What this task involves:
Copy exactly the lines that run from the top of the listing to the line containing "position:absolute; left:2238px; top:12px;", both ends included, and omit the pictures.

Data to process:
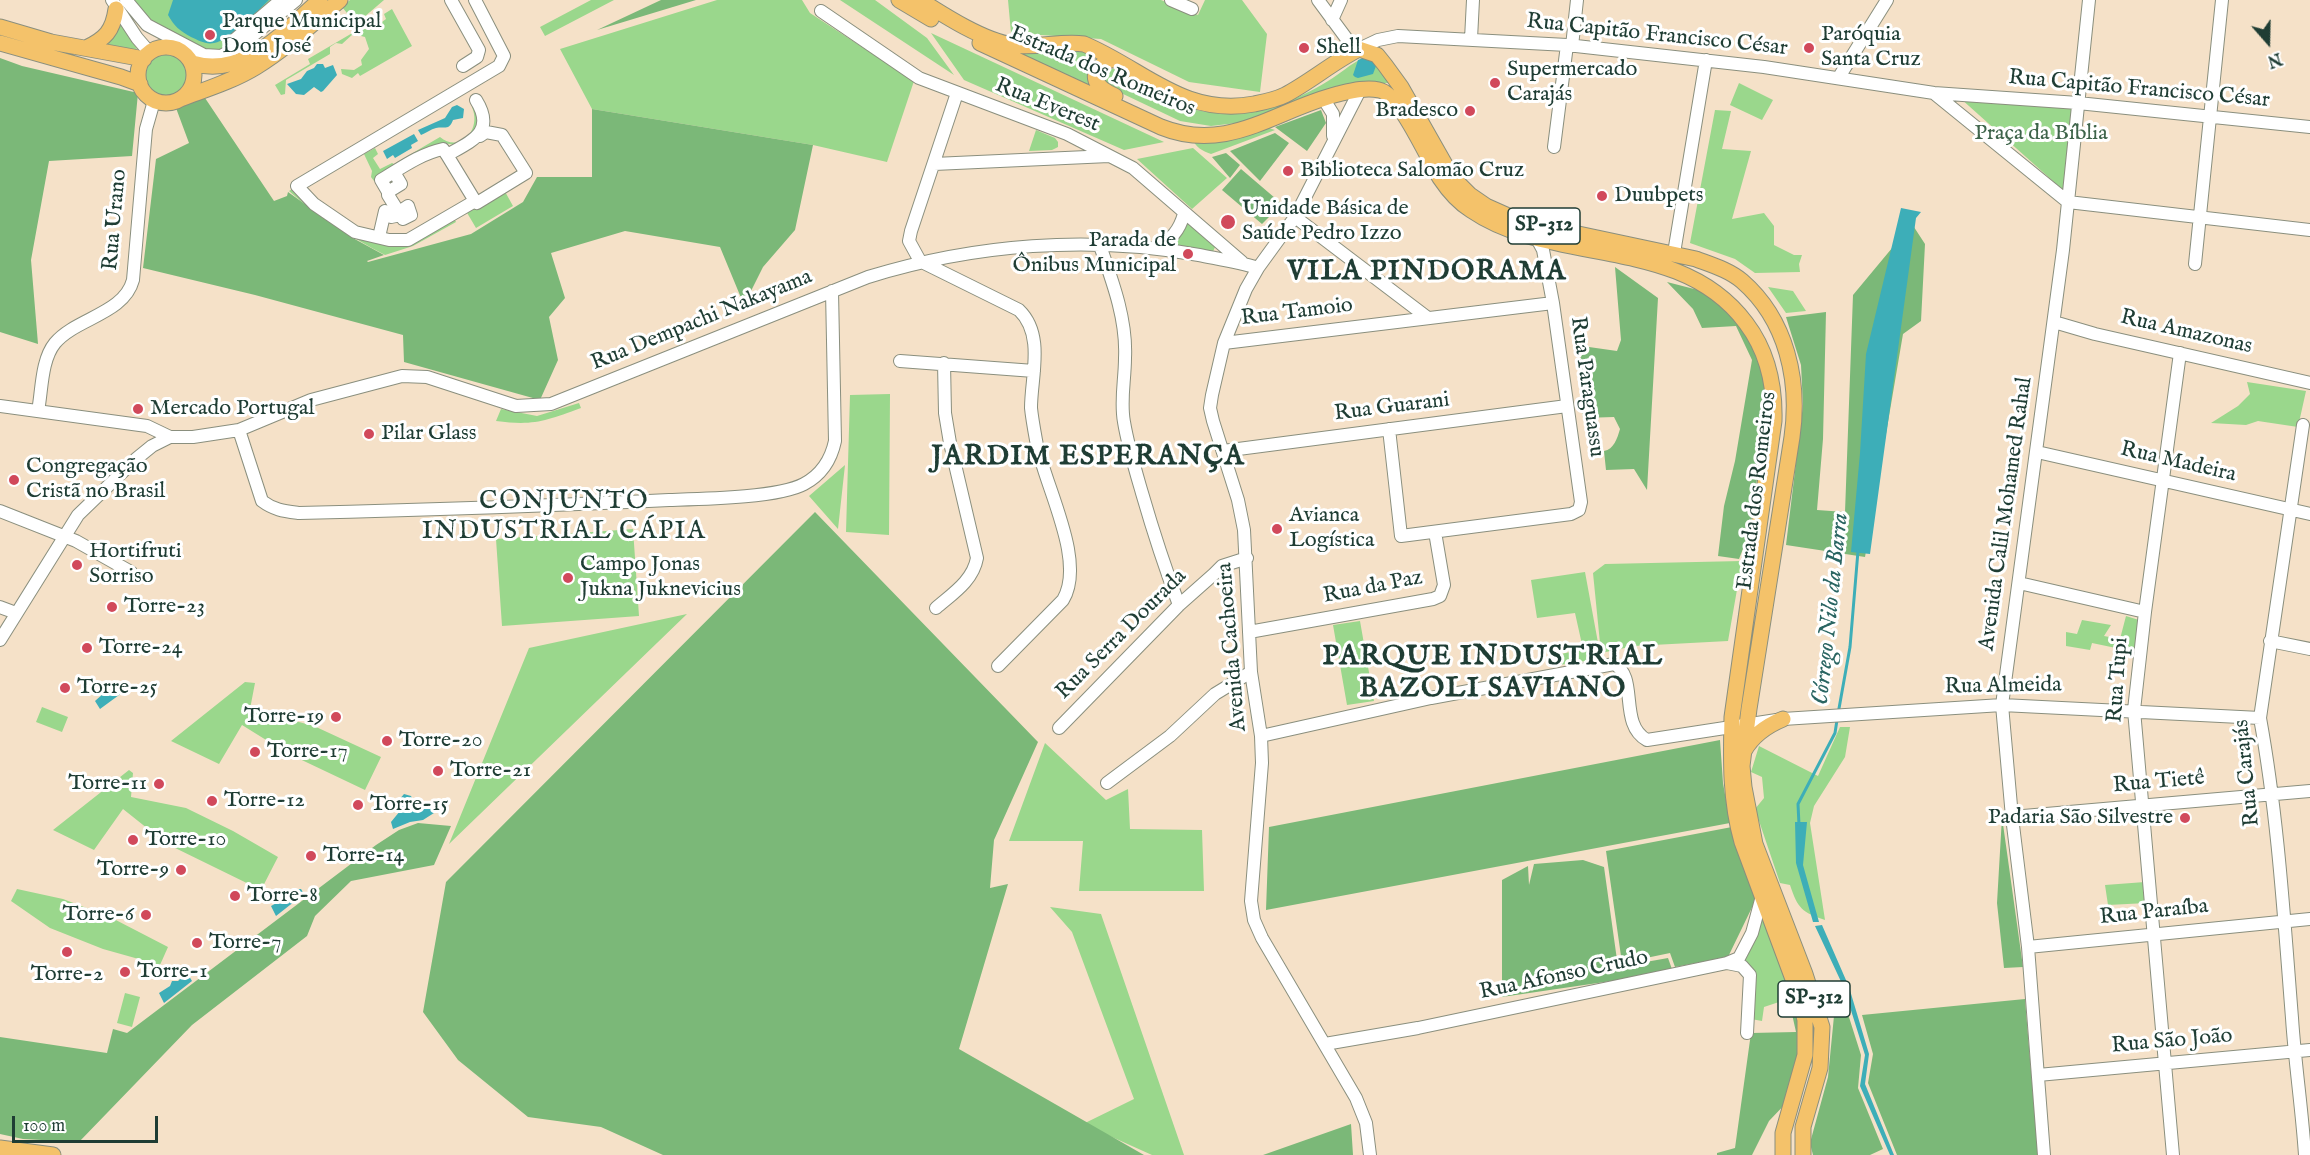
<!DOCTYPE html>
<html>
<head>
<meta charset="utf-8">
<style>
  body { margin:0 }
  #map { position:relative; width:2310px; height:1155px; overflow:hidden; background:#f5e1c8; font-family:"IM FELL English",serif }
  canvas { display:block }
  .north { position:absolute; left:2238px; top:12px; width:60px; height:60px; -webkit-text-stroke:4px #fff; paint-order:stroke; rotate:160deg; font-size:16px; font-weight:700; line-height:24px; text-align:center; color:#1f3d34 }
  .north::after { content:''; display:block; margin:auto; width:21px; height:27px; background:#1f3d34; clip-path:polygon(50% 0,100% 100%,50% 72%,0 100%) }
  .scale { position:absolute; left:12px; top:1116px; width:146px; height:27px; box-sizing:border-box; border:3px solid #1f3d34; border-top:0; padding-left:8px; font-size:18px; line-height:21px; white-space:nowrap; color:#1f3d34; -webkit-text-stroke:4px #fff; paint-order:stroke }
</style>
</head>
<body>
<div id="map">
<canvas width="2310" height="1155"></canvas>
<div class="north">N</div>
<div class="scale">100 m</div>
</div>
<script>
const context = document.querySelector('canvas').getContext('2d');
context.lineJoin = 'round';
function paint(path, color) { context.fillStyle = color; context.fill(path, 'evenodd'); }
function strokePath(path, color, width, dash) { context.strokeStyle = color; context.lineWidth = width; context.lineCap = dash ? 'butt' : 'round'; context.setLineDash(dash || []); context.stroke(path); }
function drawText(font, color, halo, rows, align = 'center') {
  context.font = font + ' "IM FELL English",serif'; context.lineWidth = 6; context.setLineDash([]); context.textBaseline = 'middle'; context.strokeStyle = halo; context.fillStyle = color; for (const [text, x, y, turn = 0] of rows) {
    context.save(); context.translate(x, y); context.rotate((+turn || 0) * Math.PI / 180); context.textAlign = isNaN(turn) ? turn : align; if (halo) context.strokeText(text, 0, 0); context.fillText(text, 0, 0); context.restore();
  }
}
const green = new Path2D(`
  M126 0H295L240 45 204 54 147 25Z
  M350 0H384L356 24 342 7Z
  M591 0H614L545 36 540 27Z
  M717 0H802L810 13 914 81 887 162 813 145 592 109 560 49Z
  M840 0H875L927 38 954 75Z
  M1008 0H1161L1198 15 1205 0H1242L1267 34 1260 92 1189 82 1101 39 1011 33Z
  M392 9 412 46 360 76 358 73 352 78 342 74 341 69 354 70 362 65 361 60 369 49 365 37 353 34 342 44 336 43 330 47V54L286 80 285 94 281 95 275 85 310 64 308 59 366 25 375 27 386 19 384 14Z
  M119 21 137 49 104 48 113 38Z
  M931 33 1164 142 1124 150 964 80Z
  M1084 49 1099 55 1093 59 1092 88 1013 52Z
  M145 75a21 21 0 1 1 42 0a21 21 0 1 1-42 0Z
  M1363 58H1371L1389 83H1371L1245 122 1211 126 1180 121 1121 93 1103 81V73L1111 68C1133 74 1149 96 1170 103 1227 123 1278 112 1328 81 1340 74 1350 64 1363 58Z
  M1739 83 1773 100 1762 120 1730 105Z
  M1960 98 2072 109 2064 191Z
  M475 105 479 118 474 134 458 145 441 143 374 181 371 177 372 171 364 154 375 148 378 154 373 158 380 169 392 163 394 164 440 137C459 153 482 131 472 107Z
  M1715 110 1731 111 1722 149 1751 151 1732 219 1764 213 1774 226V245L1794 255H1802L1799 264 1800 272 1755 273 1735 259 1690 243Z
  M1266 127 1275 130 1211 154C1202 151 1196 147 1192 139Z
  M1036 130 1055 138 1058 142V147L1052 150 1029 151Z
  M1193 148 1227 178 1192 209 1137 159Z
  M297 186 331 218 389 241 453 216 456 222 413 246 385 255C351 237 318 217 289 191Z
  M503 188 513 206 476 228 466 211Z
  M1186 222 1215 247 1212 254 1172 245Z
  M1768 287 1793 291 1806 311 1786 313Z
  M2247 382 2306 391 2298 427 2258 421 2246 425 2211 423 2238 406 2250 394Z
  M890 394 889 535 846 532 850 395Z
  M579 403 581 408C545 421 534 426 496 421L501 409 537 416Z
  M845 465 838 529 809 496Z
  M633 529 639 616 502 626 496 539Z
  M1742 561 1728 641 1634 646 1601 653 1593 573 1605 564Z
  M1585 572 1601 659 1559 665 1557 655 1583 649 1575 613 1537 618 1531 580Z
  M687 614 449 844 529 648Z
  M2126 616 2139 620 2135 652 2092 643 2090 650 2066 646V632L2077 634 2082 620 2111 625 2104 636 2120 639Z
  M1360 621 1374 701 1347 705 1333 625Z
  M245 682 255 683 250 709 314 726 381 757 365 790 287 753 242 725 219 764 171 741Z
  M42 707 68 717 62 732 36 722Z
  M1840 727H1850L1845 757 1814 806 1810 823 1825 920C1802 912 1798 909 1790 885L1780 883 1755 809 1764 798 1762 777 1751 772 1759 746 1818 776Z
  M1045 743 1106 800 1128 789 1130 829 1202 830 1204 891H1079L1083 841H1009Z
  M129 770 133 773 131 797 186 808 233 831 278 857 261 890 167 844 123 809 94 850 53 830Z
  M2145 882 2147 903 2108 905 2105 885Z
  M17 889 63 899 110 917 168 947 160 965 103 949 50 928 11 901Z
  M1050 907 1101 914 1184 1155H1152L1083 1124 1134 1099 1072 932Z
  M1763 908 1794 997 1764 1007 1762 1021 1751 1019 1755 976 1744 959Z
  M125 993 140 997 132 1027 117 1023Z`);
const forest = new Path2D(`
  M661 0H696L597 30Z
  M0 58 22 66 138 93 132 156 49 161 31 260 38 344 0 332Z
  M205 98 274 201 287 196 288 192 351 237 384 255 367 261 368 262 471 234 523 202 537 177H592V109L813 145 795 230 763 267 744 305 720 247 625 231 551 253 565 298 549 317 558 360 540 400 404 362 403 335 255 295 143 268 156 159 189 143 176 108Z
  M1321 110 1326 123 1307 151 1275 127Z
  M1275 133 1289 143 1260 181 1230 151Z
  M1226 153 1240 165 1230 178 1212 157Z
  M1241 169 1282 204 1262 224 1222 190Z
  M1912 224 1925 244 1921 321 1903 334 1865 557 1786 545 1803 405 1801 365 1786 317 1826 312 1823 439 1817 510 1845 512 1853 295Z
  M1615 267 1658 298 1647 490 1634 469 1606 470 1604 451C1614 449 1617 439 1620 429L1614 417 1583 418 1578 364 1582 354 1589 347 1617 351 1621 340Z
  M1667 282 1698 290 1721 301 1740 322 1762 364 1766 404 1763 434 1750 531 1739 559 1718 556 1724 506 1735 461 1752 360 1736 326 1702 328 1693 309Z
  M815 512 1038 742 994 840 990 888 1008 884 959 1049 1144 1155H663L601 1127 528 1117 458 1060 423 1012 446 882Z
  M1720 740 1723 783 1730 823 1266 910 1269 827Z
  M2002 817 2023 967 2004 968 1997 903Z
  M418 823 451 826 434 865 351 881 315 916 307 936 192 1025 79 1142 23 1139 0 1134V1037L107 1053 113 1029 127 1033 376 845 399 830Z
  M1732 827 1758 895 1728 957 1675 967 1670 953 1622 963 1606 851Z
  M1583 860 1604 867 1618 967 1668 958 1673 972 1502 997V880L1528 866 1529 885 1534 864Z
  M2025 999 2038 1155H1897L1868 1083 1873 1054 1862 1015Z
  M1798 1002 1803 1052 1789 1100 1769 1121 1752 1155H1717V1153L1735 1148 1751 1033 1796 1032 1790 1005Z
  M1848 1014 1861 1055 1858 1088 1883 1149 1870 1155H1813L1810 1143 1828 1077 1834 1016Z
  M1351 1124 1353 1155H1263Z`);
const water = new Path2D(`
  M173 0H269C256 12 231 40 214 43 206 45 198 40 191 37 180 31 174 26 168 15Z
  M1363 58H1371L1376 66 1373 74 1358 78 1355 77 1353 75 1358 60Z
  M317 64H323L325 68 333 65 337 75 323 91 321 92 314 87 304 95 296 94 287 84 301 79 307 71 314 68Z
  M457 105 464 109 463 118 453 120C449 131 445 126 436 128 431 129 426 133 421 135L418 130 445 118 452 107Z
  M414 134 418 141 411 145 412 148 395 158 393 155 387 159 383 151Z
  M1901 208 1921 212 1916 218 1870 554 1851 552 1860 453 1866 354Z
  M119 682H126L130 687 100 709 95 701 104 693 112 691Z
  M404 794 411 796 417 808 423 809 432 806 434 813 423 820 410 822 393 829 391 822 400 811 398 801Z
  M1795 822H1807L1803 865 1819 922H1813L1796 863Z
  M296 889H301L304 894 276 916 271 906 282 900 284 895 290 894Z
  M1822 925 1849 987 1869 1054 1865 1084 1894 1155H1890L1860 1086 1865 1055 1844 988 1815 926Z
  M184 975 189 976 192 981 164 1003 159 993 170 986 172 981H178Z`);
const stream = new Path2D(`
  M1838 714 1850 647 1858 551
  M1799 825 1798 804 1835 733 1837 720`);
const minor = new Path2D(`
  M112 0 137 38 150 53
  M126 0 147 25 204 55 221 56 240 46 296 0
  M451 0 479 50 477 57 463 66
  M475 0 504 56 499 66 297 186 314 204 355 232 389 240H408L475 201 477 203 526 173 502 135 486 132 480 136
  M1171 0 1192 9
  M1318 0 1349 42 1359 49 1378 40 1398 36 1567 45 1764 67 1934 93 2078 103 2310 127
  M821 11 919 78 1067 134 1133 168 1242 262
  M1332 20 1341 0
  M1471 39 1473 0
  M234 40 281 0
  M1572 46 1577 0
  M1839 77 1887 0
  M1360 90 1295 217 1258 268 1246 289 1224 343 1212 395 1210 408 1213 421 1238 500 1244 530 1251 672 1261 736 1262 763 1251 901 1254 920 1262 938 1356 1098 1366 1123 1370 1155
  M957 93 911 231 909 241 920 261 1019 310C1045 335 1031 377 1031 408 1032 418 1034 429 1036 440 1043 483 1087 560 1063 600L998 666
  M1935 94 2068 202 2310 230
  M1323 98 1333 114V136
  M1554 147 1567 45
  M934 164 1109 156
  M388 192 401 184 394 172
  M475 201 447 155C472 141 496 132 476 100
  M399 212 408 206 411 215 403 219 388 195V192L381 180C401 168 420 154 443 149L447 155
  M1295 217 1428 318
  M379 237 385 211 391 217 401 215
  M1099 243C1112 280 1127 319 1125 358 1125 380 1120 401 1124 422 1128 446 1135 469 1142 493 1153 531 1165 568 1179 605
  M1156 247C1172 239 1179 231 1184 214
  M1674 253 1706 60
  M2195 264 2222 0
  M2054 322 2095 334 2310 383
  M1224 343 1553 303
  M900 361 1034 371
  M0 406 147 426 170 437
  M38 411C42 391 41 360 55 343 76 318 124 314 133 280L146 129 154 101
  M2303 425 2260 718C2278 817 2284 918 2292 1018 2295 1064 2302 1109 2305 1155
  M1389 429 1401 536 1571 514 1579 510 1581 502 1553 303 1543 250 1536 237
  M239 430 262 501C274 510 284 511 299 513 422 510 546 506 669 500 701 499 778 498 804 484 821 475 831 460 835 441L832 291
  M1223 451 1567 406
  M2037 452 2310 514
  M0 511 76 541 131 572
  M2019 583 2145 612
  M0 607 16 613
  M936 608C952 594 973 581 977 558L950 443 945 413 944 363
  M1249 632 1433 599 1440 596 1444 585 1435 532
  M0 640 78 515 136 459 152 446 170 437H193L239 430 311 400 402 376 427 377 516 406 551 404 868 277C975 244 1089 235 1199 255 1219 259 1239 262 1258 268
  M2270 641 2310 649
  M1059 728 1179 605 1214 574 1222 566 1247 558
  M1261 736 1431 698 1614 664C1639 677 1618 724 1647 740L1783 719 2002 705 2260 718
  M1107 783 1170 736 1215 694 1251 672
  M2012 817 2310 791
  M2028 947 2310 919
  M1727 963 1739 958 1752 933 1762 896
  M1325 1044 1418 1028 1727 963 1742 966 1750 975 1747 1033
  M2038 1075 2310 1050
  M2044 1155 2028 947 2012 817 2002 705 2063 250 2089 0
  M2173 1155 2134 710 2145 612 2180 353`);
const major = new Path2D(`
  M899 0 931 19
  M920 0C945 16 984 41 1013 45 1037 48 1061 41 1084 44 1144 69 1183 117 1254 104 1264 102 1275 100 1285 95 1310 82 1333 62 1359 49L1377 55 1385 65 1401 87 1452 177 1470 195 1486 206 1522 222 1696 259C1712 265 1729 270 1742 281 1787 320 1800 381 1792 437L1749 709 1742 766 1744 787 1755 844 1805 974 1822 1027 1820 1068 1803 1127V1155
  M0 27 51 42 144 59
  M0 43 121 77 140 84
  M980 43 1161 127C1228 154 1275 110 1338 94 1351 91 1366 87 1379 90 1400 94 1427 158 1440 178 1448 190 1458 202 1471 210 1554 267 1680 234 1746 323 1768 352 1775 385 1774 421L1732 717C1731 760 1730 800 1742 842L1800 998 1805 1020V1055L1783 1133V1155
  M138 75a28 28 0 1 1 56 0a28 28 0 1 1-56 0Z
  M86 48C105 39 113 31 116 9
  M1112 59C1087 71 1092 86 1115 96
  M192 63C244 79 284 31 320 0
  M183 98C207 89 233 81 256 67 286 49 313 23 340 0
  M1744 751C1753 735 1766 726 1783 719
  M0 1148 53 1155`);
const markers = [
  [210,35,6,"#d1495b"],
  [1304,48,6,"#d1495b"],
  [1809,48,6,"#d1495b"],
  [1495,83,6,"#d1495b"],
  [1470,111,6,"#d1495b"],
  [1288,171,6,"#d1495b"],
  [1602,196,6,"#d1495b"],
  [1228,222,8,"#d1495b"],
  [1188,254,6,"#d1495b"],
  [138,409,6,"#d1495b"],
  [369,434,6,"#d1495b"],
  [14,480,6,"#d1495b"],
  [1277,529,6,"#d1495b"],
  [77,565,6,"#d1495b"],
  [568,578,6,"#d1495b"],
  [112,607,6,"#d1495b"],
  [87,648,6,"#d1495b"],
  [65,688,6,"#d1495b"],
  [336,717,6,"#d1495b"],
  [387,741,6,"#d1495b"],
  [255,752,6,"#d1495b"],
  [438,771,6,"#d1495b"],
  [159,784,6,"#d1495b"],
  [212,801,6,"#d1495b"],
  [358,805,6,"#d1495b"],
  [2185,818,6,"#d1495b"],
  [133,840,6,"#d1495b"],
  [311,856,6,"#d1495b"],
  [181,870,6,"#d1495b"],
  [235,896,6,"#d1495b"],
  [146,915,6,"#d1495b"],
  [197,943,6,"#d1495b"],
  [67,952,6,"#d1495b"],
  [125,972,6,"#d1495b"]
];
const shields = [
  [1544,226,72],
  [1814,999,72]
];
const shieldNames = [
  ["SP-312",1544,226],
  ["SP-312",1814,999]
];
const poiNames = [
  ["Parque Municipal",222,22],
  ["Dom José",222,47],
  ["Paróquia",1821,35],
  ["Santa Cruz",1821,60],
  ["Shell",1316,48],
  ["Supermercado",1507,70],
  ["Carajás",1507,95],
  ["Bradesco",1458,111,"right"],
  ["Biblioteca Salomão Cruz",1300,171],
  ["Duubpets",1614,196],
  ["Unidade Básica de",1242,209],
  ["Saúde Pedro Izzo",1242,234],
  ["Parada de",1176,241,"right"],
  ["Ônibus Municipal",1176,266,"right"],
  ["Mercado Portugal",150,409],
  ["Pilar Glass",381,434],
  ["Congregação",26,467],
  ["Cristã no Brasil",26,492],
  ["Avianca",1289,516],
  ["Logística",1289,541],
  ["Hortifruti",89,552],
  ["Sorriso",89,577],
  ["Campo Jonas",580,565],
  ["Jukna Juknevicius",580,590],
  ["Torre-23",124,607],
  ["Torre-24",99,648],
  ["Torre-25",77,688],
  ["Torre-19",324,717,"right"],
  ["Torre-20",399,741],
  ["Torre-17",267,752],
  ["Torre-21",450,771],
  ["Torre-11",147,784,"right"],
  ["Torre-12",224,801],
  ["Torre-15",370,805],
  ["Padaria São Silvestre",2173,818,"right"],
  ["Torre-10",145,840],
  ["Torre-14",323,856],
  ["Torre-9",169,870,"right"],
  ["Torre-8",247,896],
  ["Torre-6",134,915,"right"],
  ["Torre-7",209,943],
  ["Torre-1",137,972],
  ["Torre-2",67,975,"center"]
];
const streetNames = [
  ["Rua Capitão Francisco César",1657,36,6],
  ["Estrada dos Romeiros",1102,72,23],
  ["Rua Capitão Francisco César",2139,90,5],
  ["Rua Everest",1047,106,22],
  ["Rua Urano",116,220,-85],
  ["Rua Tamoio",1297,313,-7],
  ["Rua Dempachi Nakayama",702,321,-22],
  ["Rua Amazonas",2186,333,13],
  ["Rua Paraguassu",1586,387,82],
  ["Rua Guarani",1392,408,-7],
  ["Rua Madeira",2178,463,13],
  ["Estrada dos Romeiros",1758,491,-83],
  ["Avenida Calil Mohamed Rahal",2007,514,-82],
  ["Rua da Paz",1373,588,-11],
  ["Rua Serra Dourada",1122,635,-45],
  ["Avenida Cachoeira",1233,647,-95],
  ["Rua Tupi",2119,680,-86],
  ["Rua Almeida",2003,687,-1],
  ["Rua Carajás",2248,773,-96],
  ["Rua Tietê",2159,783,-5],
  ["Rua Paraíba",2154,913,-6],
  ["Rua Afonso Crudo",1564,976,-12],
  ["Rua São João",2172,1042,-5]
];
const parkNames = [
  ["Praça da Bíblia",2041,134]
];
const waterNames = [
  ["Córrego Nilo da Barra",1832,609,-84]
];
const quarterNames = [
  ["CONJUNTO",564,503],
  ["INDUSTRIAL CÁPIA",564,533]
];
const districtNames = [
  ["VILA PINDORAMA",1427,273],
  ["JARDIM ESPERANÇA",1088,458],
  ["PARQUE INDUSTRIAL",1493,658],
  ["BAZOLI SAVIANO",1493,690]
];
paint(green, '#9ad78c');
paint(forest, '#7bb878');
paint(water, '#3daeb8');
strokePath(stream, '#3daeb8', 3);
strokePath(minor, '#8a8f7e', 14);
strokePath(major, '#8a8f7e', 17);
strokePath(minor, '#fff', 12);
strokePath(major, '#f4c26a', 15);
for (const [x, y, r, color] of markers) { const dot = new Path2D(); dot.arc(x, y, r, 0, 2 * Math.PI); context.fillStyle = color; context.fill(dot); strokePath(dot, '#fff', 2); }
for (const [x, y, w] of shields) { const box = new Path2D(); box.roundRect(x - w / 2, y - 18, w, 36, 4.5); context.fillStyle = '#fff'; context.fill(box); strokePath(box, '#1f3d34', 1.5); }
drawText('bold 21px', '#1f3d34', null, shieldNames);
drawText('22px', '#1f3d34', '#fff', poiNames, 'left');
drawText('22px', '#1f3d34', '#fff', streetNames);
drawText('22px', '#3e644a', '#fff', parkNames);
drawText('italic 24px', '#2a6562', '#fff', waterNames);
context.letterSpacing = '1.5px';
drawText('26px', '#1f3d34', '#fff', quarterNames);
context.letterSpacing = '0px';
context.letterSpacing = '1.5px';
drawText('bold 28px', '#1f3d34', '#fff', districtNames);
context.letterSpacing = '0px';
</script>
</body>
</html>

Solution to the problem:
<!DOCTYPE html>
<html>
<head>
<meta charset="utf-8">
<style>
  body { margin:0 }
  #map { position:relative; width:2310px; height:1155px; overflow:hidden; background:#f5e1c8; font-family:"IM FELL English",serif }
  canvas { display:block }
  .north { position:absolute; left:2238px; top:12px; width:60px; height:60px; -webkit-text-stroke:4px #fff; paint-order:stroke; rotate:160deg; font-size:16px; font-weight:700; line-height:24px; text-align:center; color:#1f3d34 }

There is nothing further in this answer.